Final answer:
The prices of Stock A and Stock B will be the same approximately 4.81 hours after 9 A.M., or around 1:49 P.M.
Step-by-step explanation:
To determine in how many hours the prices of Stock A and Stock B will be the same, we need to set up equations for their prices and find when they are equal. At 9 A.M., Stock A was at $14.93 and has been increasing at $0.07 each hour.

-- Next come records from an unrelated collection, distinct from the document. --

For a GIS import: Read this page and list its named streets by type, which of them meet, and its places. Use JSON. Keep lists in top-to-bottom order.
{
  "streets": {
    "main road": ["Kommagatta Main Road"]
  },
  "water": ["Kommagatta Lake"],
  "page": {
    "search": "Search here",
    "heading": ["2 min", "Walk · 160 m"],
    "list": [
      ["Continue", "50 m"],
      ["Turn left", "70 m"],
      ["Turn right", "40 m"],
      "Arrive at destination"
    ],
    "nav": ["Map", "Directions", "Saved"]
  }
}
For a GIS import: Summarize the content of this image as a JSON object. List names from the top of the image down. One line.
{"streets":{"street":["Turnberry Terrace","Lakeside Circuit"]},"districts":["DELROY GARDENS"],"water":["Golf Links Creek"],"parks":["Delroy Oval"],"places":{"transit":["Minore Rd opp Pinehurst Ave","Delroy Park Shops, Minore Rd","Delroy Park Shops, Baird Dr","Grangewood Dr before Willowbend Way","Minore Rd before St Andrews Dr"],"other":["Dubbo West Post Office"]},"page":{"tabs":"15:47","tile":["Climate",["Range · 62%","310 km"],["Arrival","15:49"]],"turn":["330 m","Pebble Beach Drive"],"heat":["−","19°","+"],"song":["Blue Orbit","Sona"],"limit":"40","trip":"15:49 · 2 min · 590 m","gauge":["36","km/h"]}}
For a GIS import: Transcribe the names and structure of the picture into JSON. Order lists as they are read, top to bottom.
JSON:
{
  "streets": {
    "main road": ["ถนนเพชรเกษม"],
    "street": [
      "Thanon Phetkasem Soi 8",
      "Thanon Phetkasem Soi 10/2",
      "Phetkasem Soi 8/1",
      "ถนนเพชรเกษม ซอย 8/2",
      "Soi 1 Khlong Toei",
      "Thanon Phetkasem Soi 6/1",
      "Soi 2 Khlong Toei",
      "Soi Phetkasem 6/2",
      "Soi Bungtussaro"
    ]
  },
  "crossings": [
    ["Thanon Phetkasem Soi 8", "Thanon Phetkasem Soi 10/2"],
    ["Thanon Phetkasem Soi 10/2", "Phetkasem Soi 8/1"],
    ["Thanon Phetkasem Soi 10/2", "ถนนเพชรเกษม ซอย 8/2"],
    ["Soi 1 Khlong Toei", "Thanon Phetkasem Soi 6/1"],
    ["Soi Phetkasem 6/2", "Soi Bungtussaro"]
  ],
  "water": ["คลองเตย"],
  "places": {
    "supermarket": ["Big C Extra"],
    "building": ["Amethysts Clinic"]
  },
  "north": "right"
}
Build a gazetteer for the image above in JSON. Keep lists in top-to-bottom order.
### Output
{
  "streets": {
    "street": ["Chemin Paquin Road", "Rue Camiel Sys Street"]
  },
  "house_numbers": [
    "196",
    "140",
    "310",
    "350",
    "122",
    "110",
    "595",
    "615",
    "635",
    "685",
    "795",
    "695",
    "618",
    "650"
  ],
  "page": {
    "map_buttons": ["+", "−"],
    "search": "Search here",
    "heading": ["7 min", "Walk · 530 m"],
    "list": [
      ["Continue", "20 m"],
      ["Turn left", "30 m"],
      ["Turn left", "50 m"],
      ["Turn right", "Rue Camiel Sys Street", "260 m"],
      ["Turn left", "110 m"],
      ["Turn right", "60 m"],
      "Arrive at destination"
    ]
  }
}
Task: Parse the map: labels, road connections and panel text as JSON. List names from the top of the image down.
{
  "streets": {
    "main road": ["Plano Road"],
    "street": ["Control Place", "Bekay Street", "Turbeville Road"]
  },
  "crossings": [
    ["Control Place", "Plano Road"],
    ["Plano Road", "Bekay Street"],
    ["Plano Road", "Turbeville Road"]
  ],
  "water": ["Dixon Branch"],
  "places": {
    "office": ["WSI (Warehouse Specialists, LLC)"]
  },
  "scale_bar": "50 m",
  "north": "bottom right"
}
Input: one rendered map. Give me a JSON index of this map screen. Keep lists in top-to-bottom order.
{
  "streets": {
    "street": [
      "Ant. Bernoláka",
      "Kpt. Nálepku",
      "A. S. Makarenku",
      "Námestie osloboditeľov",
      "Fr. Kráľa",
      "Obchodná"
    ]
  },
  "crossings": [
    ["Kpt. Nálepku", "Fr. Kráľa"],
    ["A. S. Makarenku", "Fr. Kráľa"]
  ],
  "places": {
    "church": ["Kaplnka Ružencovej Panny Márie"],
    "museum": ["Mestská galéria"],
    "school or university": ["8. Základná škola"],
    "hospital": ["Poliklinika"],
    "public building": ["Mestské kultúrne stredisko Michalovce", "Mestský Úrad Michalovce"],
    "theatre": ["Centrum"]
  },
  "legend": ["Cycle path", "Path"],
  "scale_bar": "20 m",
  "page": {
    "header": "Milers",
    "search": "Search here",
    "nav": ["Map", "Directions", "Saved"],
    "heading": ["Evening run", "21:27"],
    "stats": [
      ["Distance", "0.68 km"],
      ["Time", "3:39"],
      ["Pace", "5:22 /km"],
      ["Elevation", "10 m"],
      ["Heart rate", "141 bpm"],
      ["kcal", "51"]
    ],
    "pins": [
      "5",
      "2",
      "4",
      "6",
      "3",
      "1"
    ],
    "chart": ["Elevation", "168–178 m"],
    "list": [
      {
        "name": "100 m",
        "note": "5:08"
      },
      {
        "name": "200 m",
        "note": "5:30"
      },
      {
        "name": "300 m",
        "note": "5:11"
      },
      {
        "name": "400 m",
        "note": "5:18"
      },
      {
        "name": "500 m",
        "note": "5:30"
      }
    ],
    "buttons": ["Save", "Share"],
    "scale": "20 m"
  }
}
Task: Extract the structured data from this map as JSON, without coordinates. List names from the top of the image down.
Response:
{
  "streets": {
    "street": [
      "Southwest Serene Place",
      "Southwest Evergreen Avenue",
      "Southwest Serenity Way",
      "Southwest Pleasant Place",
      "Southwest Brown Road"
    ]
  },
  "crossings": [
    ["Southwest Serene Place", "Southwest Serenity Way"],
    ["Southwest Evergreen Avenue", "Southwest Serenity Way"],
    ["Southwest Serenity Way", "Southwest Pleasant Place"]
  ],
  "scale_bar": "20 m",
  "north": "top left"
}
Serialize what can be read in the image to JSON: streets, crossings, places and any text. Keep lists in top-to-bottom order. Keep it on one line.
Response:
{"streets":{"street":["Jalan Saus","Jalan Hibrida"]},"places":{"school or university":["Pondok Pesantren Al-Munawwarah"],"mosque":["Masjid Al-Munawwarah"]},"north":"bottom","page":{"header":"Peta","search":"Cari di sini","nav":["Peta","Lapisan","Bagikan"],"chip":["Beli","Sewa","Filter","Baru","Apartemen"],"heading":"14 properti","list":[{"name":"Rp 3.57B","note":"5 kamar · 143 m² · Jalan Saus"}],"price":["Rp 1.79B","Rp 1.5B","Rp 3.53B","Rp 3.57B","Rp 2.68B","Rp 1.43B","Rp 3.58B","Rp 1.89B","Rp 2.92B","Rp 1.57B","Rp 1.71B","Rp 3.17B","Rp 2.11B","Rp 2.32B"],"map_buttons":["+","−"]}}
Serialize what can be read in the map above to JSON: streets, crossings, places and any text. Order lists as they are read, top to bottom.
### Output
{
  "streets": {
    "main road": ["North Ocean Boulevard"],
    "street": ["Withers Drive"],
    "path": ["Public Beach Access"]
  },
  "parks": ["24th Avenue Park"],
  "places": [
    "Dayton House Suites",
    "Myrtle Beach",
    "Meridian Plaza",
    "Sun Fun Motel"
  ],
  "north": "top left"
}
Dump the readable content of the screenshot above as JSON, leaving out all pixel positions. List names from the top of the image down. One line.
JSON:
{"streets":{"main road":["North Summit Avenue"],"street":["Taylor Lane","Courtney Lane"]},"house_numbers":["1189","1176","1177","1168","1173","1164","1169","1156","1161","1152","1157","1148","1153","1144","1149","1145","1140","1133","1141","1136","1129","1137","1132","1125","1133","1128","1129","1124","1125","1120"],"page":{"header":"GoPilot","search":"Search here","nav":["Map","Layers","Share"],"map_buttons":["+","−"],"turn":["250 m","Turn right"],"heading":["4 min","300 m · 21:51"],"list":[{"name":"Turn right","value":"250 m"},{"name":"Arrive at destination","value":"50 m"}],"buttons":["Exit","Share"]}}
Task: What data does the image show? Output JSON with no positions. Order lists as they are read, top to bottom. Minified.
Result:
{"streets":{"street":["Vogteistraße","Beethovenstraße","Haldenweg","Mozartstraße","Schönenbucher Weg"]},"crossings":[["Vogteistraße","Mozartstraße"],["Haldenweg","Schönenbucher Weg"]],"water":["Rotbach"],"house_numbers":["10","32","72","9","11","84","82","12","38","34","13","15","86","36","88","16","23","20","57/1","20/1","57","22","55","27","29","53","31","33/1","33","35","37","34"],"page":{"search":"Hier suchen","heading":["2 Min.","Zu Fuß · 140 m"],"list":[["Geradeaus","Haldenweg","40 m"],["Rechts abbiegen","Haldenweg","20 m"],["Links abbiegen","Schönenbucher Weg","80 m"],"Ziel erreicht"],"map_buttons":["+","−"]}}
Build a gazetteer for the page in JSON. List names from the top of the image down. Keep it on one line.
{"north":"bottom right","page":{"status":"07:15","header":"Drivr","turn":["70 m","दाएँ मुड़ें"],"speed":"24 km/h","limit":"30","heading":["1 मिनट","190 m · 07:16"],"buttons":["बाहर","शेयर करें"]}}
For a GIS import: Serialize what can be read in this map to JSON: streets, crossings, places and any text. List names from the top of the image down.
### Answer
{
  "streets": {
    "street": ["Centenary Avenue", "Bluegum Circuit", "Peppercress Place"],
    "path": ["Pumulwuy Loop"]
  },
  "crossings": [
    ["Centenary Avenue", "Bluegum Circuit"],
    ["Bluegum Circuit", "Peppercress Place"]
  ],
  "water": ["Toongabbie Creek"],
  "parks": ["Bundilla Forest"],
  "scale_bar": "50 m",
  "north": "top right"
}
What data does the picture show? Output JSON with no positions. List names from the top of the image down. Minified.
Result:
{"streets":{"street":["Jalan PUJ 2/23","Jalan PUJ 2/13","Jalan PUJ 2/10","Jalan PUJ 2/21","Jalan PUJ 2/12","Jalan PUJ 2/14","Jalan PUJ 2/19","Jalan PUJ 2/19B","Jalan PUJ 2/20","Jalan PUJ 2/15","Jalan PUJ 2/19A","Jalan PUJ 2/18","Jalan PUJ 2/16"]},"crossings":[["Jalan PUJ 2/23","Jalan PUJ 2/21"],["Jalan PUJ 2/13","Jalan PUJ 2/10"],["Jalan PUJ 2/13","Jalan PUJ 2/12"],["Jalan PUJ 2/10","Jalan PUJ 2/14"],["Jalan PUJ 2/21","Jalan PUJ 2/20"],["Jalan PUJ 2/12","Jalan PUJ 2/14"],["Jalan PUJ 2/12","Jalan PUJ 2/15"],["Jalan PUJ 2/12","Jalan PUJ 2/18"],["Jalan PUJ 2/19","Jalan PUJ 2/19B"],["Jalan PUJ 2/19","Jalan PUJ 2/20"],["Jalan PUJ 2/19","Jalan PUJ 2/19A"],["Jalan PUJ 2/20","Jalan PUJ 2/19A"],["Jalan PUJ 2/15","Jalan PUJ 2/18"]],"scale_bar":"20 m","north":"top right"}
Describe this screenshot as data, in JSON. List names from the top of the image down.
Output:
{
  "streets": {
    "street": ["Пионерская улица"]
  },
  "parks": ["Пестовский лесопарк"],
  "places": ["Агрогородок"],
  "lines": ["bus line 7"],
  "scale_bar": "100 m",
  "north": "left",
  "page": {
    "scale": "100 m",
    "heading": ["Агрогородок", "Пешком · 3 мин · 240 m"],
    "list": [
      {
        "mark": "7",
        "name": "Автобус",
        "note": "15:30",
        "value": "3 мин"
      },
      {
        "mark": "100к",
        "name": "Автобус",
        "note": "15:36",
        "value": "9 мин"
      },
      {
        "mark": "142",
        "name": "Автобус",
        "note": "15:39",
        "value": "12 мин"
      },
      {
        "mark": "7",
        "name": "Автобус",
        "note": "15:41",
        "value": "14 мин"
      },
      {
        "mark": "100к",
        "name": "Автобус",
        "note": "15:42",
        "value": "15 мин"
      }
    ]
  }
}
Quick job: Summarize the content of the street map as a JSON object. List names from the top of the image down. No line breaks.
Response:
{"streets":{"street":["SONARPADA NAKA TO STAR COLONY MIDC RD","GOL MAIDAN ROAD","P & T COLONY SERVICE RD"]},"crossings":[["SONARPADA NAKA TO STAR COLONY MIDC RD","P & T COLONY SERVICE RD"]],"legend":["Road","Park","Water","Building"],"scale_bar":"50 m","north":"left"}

At noon, Stock B was at $15.43 and began to decrease at $0.09 each hour.
Let x be the number of hours after 9 A.M. Then the price of Stock A after x hours will be 14.93 + 0.07x dollars. Since Stock B starts at noon, which is 3 hours after 9 A.M., we consider the hours for Stock B as x-3. Therefore, the price of Stock B after x hours will be 15.43 - 0.09(x-3).
To find when the prices are the same, we set the equations equal to each other and solve for x:
14.93 + 0.07x = 15.43 - 0.09(x-3)
Simplifying this equation gives us:
14.93 + 0.07x = 15.43 - 0.09x + 0.27
Combining like terms, we get:
0.07x + 0.09x = 15.43 + 0.27 - 14.93
0.16x = 0.77
So, x = 0.77 / 0.16
x ≈ 4.8125
Since we started at 9 A.M., after approximately 4.81 hours the prices will be the same, which will be around 1:49 P.M.